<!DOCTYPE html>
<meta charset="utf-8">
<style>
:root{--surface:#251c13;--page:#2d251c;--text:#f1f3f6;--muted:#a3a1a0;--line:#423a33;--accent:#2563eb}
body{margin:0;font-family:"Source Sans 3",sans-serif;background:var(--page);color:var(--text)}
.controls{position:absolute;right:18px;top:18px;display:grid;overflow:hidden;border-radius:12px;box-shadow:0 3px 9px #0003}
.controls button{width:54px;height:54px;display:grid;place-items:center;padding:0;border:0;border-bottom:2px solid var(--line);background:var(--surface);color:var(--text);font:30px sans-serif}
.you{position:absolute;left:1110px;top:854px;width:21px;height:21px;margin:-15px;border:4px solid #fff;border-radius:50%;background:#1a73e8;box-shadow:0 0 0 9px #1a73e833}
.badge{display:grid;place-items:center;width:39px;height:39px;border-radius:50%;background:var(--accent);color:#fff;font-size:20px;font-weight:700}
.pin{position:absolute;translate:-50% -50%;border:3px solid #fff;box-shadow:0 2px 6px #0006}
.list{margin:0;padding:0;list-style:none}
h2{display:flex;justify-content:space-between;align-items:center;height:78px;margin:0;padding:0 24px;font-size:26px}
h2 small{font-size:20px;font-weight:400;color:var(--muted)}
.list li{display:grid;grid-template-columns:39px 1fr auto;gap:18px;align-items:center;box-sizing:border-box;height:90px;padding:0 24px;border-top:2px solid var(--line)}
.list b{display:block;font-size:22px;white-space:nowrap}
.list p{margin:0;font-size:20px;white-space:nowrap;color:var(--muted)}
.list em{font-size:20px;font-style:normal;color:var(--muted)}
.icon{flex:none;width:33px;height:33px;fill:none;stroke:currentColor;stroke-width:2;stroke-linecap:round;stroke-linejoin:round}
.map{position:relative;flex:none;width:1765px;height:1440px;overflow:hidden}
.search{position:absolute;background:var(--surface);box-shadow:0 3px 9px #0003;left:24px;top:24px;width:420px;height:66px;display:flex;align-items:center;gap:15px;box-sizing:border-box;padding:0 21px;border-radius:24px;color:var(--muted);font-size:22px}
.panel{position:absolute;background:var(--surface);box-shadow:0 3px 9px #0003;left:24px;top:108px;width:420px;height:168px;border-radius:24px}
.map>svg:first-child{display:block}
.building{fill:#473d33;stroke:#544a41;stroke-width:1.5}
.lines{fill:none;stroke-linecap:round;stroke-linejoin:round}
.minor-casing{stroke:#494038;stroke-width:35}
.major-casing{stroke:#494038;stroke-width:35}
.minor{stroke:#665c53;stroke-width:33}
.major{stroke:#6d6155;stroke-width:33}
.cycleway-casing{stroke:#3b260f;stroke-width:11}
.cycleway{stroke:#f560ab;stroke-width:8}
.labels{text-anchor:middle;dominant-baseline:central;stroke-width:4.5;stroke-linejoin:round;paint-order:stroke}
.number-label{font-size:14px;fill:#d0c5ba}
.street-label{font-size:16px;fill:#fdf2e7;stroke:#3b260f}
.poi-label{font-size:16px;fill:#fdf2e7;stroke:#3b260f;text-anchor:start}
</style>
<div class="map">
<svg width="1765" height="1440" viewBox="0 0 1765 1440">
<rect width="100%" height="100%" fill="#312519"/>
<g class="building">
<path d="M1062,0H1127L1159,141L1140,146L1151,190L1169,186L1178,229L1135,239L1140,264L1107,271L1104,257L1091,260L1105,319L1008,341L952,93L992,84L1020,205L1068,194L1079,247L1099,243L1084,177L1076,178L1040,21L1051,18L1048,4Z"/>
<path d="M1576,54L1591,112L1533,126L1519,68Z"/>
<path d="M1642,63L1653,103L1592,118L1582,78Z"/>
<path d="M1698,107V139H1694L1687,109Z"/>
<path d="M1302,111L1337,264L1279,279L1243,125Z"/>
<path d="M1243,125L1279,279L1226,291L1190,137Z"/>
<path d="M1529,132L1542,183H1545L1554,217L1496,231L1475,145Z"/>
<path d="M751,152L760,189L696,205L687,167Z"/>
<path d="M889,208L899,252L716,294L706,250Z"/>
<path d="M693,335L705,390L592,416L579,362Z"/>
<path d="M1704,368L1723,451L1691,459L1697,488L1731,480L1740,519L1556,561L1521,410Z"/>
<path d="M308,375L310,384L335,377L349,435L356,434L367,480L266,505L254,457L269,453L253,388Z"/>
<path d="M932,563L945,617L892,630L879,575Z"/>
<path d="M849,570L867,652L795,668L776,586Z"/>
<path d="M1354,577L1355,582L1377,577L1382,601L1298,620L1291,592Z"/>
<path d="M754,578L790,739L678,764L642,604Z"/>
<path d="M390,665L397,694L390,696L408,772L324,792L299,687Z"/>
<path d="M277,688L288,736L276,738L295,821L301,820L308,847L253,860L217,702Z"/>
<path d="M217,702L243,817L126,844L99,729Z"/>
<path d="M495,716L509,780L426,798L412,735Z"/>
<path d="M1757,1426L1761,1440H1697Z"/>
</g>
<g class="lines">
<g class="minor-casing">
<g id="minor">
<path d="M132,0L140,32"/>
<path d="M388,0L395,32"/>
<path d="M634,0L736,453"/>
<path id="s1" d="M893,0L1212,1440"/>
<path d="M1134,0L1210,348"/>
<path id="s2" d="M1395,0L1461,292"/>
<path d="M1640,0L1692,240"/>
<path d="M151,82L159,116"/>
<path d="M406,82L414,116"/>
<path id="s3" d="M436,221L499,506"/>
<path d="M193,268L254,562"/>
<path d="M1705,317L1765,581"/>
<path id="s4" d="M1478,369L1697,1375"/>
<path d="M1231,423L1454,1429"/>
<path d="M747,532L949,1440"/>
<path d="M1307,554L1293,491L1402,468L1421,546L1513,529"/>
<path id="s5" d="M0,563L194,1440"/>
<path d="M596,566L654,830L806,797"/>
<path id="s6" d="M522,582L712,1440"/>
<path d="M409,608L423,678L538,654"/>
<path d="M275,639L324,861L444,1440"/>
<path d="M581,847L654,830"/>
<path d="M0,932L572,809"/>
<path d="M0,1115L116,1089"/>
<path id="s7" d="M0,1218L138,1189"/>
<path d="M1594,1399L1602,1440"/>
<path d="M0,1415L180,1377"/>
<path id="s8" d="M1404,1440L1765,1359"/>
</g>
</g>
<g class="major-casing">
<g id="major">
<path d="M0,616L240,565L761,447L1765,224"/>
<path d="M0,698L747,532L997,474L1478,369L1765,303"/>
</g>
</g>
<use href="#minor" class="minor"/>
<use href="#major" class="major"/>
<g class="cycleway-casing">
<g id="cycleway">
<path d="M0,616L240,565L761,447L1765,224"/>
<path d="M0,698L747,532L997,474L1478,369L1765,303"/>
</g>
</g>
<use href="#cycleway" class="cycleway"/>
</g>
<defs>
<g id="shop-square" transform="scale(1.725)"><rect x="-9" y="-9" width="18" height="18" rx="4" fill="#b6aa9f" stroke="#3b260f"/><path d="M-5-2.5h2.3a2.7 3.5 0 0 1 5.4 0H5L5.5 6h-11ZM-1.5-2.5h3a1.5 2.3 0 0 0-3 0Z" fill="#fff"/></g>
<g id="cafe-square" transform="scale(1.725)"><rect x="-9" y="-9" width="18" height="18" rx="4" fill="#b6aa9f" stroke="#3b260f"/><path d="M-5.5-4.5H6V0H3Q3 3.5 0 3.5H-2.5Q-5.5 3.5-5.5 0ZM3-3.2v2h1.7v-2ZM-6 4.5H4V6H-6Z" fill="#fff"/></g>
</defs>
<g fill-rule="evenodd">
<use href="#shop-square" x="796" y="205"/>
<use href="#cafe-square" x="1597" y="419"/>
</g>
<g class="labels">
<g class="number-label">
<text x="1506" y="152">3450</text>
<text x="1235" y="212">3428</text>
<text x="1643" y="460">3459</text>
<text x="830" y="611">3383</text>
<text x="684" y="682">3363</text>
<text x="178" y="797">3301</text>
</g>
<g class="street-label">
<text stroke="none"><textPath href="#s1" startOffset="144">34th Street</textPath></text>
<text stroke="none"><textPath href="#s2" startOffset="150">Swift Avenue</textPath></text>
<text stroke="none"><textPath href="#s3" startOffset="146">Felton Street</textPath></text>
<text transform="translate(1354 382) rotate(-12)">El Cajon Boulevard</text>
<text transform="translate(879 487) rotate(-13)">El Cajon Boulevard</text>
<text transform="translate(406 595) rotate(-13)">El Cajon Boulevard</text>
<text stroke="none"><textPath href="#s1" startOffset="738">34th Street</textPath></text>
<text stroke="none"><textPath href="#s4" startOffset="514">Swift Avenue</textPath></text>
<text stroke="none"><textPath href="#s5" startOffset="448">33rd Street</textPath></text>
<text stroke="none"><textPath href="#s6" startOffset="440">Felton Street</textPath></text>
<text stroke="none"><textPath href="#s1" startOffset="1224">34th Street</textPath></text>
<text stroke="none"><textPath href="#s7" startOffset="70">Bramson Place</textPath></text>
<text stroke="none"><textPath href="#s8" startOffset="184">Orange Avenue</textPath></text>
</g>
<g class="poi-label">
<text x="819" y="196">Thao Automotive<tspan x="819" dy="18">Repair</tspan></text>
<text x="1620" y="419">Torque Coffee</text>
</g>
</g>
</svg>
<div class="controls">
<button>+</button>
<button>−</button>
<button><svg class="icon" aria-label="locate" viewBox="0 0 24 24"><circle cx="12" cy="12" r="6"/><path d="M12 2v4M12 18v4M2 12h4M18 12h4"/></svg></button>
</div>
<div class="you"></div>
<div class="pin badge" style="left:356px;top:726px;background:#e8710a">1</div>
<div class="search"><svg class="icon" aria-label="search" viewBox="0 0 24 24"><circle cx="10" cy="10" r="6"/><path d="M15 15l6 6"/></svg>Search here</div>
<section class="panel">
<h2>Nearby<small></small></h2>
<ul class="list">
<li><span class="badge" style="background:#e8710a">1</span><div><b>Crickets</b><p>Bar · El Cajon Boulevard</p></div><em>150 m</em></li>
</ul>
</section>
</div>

● ● ● ● ● ● ●

■ **EXERCISE**:
The required output is a copy of each line in the records where the string "sans" occurs.

■ **ANSWER TO THIS PROBLEM**:
body{margin:0;font-family:"Source Sans 3",sans-serif;background:var(--page);color:var(--text)}
.controls button{width:54px;height:54px;display:grid;place-items:center;padding:0;border:0;border-bottom:2px solid var(--line);background:var(--surface);color:var(--text);font:30px sans-serif}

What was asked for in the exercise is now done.